(Available data):
= = = = =
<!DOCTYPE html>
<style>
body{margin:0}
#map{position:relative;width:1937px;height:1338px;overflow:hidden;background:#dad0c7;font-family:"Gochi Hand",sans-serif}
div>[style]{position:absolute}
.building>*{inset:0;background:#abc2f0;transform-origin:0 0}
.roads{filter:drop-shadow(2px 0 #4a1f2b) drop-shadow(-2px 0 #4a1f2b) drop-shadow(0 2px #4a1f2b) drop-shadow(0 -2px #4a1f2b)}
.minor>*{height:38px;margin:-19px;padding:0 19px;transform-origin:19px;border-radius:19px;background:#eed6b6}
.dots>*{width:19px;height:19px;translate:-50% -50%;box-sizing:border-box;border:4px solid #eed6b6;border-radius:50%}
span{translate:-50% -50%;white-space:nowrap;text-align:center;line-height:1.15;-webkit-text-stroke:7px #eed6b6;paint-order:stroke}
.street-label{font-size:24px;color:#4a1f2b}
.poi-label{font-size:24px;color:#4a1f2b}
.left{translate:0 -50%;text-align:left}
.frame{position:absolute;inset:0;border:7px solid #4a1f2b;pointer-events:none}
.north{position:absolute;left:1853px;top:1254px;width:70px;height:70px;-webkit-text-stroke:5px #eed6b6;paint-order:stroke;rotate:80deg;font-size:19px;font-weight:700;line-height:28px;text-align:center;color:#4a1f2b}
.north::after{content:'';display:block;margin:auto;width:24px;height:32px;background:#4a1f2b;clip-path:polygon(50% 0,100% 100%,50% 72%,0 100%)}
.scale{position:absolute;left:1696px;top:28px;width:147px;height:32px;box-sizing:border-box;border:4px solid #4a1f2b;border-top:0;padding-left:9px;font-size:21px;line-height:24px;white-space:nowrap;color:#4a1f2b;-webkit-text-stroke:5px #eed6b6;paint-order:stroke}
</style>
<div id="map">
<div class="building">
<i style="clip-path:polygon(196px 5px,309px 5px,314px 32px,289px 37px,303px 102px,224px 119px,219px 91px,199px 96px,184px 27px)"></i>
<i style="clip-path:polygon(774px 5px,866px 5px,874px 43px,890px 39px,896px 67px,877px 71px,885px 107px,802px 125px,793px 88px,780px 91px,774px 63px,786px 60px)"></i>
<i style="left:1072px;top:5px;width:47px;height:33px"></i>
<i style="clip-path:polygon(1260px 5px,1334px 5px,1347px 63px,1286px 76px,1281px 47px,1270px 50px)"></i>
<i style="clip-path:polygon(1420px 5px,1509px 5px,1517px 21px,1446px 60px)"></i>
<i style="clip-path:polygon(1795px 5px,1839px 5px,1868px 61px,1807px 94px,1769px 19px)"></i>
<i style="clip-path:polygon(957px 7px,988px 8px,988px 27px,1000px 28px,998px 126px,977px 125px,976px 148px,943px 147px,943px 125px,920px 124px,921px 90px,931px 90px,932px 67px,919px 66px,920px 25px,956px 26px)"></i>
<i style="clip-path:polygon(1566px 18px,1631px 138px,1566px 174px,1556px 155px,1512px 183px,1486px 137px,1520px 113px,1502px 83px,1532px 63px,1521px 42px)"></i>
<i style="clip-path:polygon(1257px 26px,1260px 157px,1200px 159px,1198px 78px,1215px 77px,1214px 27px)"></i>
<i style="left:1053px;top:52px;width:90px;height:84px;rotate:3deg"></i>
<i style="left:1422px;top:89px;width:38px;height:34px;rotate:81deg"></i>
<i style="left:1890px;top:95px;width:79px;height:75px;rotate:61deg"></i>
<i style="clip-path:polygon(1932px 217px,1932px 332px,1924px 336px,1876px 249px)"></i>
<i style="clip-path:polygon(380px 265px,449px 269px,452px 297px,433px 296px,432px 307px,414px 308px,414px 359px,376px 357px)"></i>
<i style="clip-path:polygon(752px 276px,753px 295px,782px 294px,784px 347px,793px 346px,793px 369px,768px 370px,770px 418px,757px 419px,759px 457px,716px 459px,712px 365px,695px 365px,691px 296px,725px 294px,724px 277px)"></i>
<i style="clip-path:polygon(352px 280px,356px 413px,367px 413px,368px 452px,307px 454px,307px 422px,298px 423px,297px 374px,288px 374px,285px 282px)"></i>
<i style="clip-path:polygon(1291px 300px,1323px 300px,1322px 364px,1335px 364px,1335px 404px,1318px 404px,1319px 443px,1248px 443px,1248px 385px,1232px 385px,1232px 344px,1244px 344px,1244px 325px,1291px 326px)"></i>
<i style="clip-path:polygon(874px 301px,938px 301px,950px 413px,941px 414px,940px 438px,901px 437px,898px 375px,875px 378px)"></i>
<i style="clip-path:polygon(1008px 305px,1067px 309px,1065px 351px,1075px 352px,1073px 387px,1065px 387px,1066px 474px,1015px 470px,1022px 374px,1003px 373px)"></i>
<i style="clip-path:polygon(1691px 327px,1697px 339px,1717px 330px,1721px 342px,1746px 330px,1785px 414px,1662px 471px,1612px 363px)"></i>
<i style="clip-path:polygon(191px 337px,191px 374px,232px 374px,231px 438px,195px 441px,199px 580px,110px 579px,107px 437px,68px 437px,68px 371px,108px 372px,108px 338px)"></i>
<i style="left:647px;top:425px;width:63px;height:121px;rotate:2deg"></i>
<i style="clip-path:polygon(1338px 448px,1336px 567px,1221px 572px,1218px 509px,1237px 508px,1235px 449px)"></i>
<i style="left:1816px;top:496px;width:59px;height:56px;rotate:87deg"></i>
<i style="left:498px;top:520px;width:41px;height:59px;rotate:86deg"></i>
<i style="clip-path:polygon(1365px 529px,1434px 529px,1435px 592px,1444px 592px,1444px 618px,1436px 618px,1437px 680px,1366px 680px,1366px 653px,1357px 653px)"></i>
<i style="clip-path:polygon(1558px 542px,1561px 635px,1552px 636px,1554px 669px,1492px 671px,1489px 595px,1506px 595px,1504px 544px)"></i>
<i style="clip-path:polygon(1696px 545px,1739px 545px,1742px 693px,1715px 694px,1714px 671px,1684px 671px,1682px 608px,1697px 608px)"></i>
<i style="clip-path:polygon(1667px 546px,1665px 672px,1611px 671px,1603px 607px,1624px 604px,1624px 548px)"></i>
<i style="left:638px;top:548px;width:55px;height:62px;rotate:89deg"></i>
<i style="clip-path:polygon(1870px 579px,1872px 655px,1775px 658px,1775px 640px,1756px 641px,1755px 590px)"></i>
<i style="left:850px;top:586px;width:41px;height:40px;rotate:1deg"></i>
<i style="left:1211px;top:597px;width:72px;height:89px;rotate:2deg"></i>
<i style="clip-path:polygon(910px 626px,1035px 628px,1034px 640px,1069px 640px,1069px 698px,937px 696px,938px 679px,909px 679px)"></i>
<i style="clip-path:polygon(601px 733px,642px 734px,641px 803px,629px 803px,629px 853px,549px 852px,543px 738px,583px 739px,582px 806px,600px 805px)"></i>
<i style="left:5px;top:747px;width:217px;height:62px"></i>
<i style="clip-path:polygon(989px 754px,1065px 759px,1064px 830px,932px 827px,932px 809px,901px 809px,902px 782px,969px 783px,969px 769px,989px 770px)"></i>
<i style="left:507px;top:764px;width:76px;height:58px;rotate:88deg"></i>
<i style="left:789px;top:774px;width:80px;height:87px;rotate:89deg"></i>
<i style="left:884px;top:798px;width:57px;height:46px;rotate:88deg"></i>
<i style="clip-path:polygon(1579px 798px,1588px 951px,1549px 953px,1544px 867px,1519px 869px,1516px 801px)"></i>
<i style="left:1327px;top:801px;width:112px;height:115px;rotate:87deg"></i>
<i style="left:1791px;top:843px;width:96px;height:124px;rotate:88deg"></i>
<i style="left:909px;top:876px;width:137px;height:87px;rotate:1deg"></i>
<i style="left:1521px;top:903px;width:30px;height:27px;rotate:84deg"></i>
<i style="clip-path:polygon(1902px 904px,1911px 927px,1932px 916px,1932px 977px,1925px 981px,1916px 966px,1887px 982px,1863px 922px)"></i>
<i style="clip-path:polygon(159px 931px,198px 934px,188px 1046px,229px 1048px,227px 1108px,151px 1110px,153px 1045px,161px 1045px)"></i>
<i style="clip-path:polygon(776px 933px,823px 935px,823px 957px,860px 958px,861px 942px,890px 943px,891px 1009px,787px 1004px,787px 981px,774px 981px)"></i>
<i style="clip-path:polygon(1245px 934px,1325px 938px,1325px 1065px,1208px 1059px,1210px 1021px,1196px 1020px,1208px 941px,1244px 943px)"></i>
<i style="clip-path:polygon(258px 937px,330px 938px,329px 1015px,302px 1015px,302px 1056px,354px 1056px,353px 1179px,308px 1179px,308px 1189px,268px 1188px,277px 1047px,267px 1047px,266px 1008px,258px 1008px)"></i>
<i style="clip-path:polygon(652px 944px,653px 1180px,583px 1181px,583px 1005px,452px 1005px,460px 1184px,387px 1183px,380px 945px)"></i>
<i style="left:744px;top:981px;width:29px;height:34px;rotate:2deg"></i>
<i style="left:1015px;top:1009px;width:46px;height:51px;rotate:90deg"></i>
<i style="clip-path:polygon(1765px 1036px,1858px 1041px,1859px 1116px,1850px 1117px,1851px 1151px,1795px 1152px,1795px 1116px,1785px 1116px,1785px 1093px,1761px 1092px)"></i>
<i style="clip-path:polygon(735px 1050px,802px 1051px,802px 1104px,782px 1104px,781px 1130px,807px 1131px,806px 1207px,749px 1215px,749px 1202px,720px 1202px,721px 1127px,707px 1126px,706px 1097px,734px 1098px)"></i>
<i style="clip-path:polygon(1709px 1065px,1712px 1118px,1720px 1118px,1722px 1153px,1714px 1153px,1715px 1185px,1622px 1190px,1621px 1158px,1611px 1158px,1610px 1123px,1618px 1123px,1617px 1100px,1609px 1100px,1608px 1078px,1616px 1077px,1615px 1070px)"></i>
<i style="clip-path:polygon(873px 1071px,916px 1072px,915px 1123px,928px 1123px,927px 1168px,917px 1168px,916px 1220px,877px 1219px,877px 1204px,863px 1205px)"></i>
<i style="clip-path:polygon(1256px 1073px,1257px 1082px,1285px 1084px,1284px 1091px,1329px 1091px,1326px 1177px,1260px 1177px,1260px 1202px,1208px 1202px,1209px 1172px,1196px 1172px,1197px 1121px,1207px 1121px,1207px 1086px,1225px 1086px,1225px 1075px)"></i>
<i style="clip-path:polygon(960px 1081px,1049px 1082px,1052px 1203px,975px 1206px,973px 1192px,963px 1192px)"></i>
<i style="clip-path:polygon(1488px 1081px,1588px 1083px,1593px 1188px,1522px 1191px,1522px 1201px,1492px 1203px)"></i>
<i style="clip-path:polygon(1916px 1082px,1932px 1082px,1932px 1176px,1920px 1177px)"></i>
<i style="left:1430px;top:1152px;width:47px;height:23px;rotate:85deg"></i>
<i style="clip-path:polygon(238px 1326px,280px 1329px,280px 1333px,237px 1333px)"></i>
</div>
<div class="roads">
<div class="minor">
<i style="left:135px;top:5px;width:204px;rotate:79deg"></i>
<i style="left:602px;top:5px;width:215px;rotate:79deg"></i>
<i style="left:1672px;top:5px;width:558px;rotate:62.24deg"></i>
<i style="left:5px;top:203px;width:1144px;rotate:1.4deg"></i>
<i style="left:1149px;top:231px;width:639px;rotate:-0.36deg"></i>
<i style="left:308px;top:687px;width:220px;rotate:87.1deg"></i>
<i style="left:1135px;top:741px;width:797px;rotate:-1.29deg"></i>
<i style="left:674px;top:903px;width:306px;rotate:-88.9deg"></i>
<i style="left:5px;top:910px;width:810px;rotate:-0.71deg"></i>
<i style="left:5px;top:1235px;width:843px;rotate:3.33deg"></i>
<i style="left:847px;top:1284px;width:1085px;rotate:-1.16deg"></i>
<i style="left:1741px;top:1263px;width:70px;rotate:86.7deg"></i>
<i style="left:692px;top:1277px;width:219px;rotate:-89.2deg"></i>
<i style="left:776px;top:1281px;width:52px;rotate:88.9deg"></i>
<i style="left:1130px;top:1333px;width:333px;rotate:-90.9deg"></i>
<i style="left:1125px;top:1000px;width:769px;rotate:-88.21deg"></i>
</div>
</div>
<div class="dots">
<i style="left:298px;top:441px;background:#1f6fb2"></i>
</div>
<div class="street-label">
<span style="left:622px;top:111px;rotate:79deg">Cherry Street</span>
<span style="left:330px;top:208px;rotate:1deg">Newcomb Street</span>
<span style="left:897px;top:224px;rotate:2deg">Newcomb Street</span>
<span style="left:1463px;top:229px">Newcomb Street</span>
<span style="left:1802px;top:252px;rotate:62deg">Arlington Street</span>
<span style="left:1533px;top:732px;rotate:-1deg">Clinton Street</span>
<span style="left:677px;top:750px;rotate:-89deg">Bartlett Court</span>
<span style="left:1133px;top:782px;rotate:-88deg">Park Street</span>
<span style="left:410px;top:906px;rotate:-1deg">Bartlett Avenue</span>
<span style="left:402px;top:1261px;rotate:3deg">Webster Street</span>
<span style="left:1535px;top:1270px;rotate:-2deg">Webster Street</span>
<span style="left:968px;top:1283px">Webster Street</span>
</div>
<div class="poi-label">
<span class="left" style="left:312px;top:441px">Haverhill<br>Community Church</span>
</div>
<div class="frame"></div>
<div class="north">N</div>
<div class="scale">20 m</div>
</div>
= = = = =
(Action item):
Write out the records exactly, starting at the first line and stopping after the line that contains "0 #4a1f2b) drop-shadow(-2px".

(Answer to this task):
<!DOCTYPE html>
<style>
body{margin:0}
#map{position:relative;width:1937px;height:1338px;overflow:hidden;background:#dad0c7;font-family:"Gochi Hand",sans-serif}
div>[style]{position:absolute}
.building>*{inset:0;background:#abc2f0;transform-origin:0 0}
.roads{filter:drop-shadow(2px 0 #4a1f2b) drop-shadow(-2px 0 #4a1f2b) drop-shadow(0 2px #4a1f2b) drop-shadow(0 -2px #4a1f2b)}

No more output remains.